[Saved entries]
════════

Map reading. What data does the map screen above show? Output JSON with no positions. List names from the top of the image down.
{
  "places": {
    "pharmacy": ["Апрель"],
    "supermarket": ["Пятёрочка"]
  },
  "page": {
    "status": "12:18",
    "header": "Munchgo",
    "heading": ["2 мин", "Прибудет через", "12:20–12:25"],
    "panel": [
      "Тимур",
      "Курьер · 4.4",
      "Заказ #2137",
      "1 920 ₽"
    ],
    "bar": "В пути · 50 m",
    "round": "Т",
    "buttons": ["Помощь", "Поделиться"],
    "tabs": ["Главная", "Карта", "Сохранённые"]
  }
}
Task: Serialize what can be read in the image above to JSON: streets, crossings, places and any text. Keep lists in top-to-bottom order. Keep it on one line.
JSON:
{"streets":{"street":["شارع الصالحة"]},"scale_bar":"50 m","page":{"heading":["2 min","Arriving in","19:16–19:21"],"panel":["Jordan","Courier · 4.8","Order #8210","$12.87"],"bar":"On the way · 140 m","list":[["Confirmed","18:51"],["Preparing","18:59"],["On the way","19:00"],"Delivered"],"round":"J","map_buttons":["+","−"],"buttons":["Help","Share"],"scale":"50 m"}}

════════

> **Prompt**: Restate all of the entries above precisely.

> **Exercise answer**:
Map reading. What data does the map screen above show? Output JSON with no positions. List names from the top of the image down.
{
  "places": {
    "pharmacy": ["Апрель"],
    "supermarket": ["Пятёрочка"]
  },
  "page": {
    "status": "12:18",
    "header": "Munchgo",
    "heading": ["2 мин", "Прибудет через", "12:20–12:25"],
    "panel": [
      "Тимур",
      "Курьер · 4.4",
      "Заказ #2137",
      "1 920 ₽"
    ],
    "bar": "В пути · 50 m",
    "round": "Т",
    "buttons": ["Помощь", "Поделиться"],
    "tabs": ["Главная", "Карта", "Сохранённые"]
  }
}
Task: Serialize what can be read in the image above to JSON: streets, crossings, places and any text. Keep lists in top-to-bottom order. Keep it on one line.
JSON:
{"streets":{"street":["شارع الصالحة"]},"scale_bar":"50 m","page":{"heading":["2 min","Arriving in","19:16–19:21"],"panel":["Jordan","Courier · 4.8","Order #8210","$12.87"],"bar":"On the way · 140 m","list":[["Confirmed","18:51"],["Preparing","18:59"],["On the way","19:00"],"Delivered"],"round":"J","map_buttons":["+","−"],"buttons":["Help","Share"],"scale":"50 m"}}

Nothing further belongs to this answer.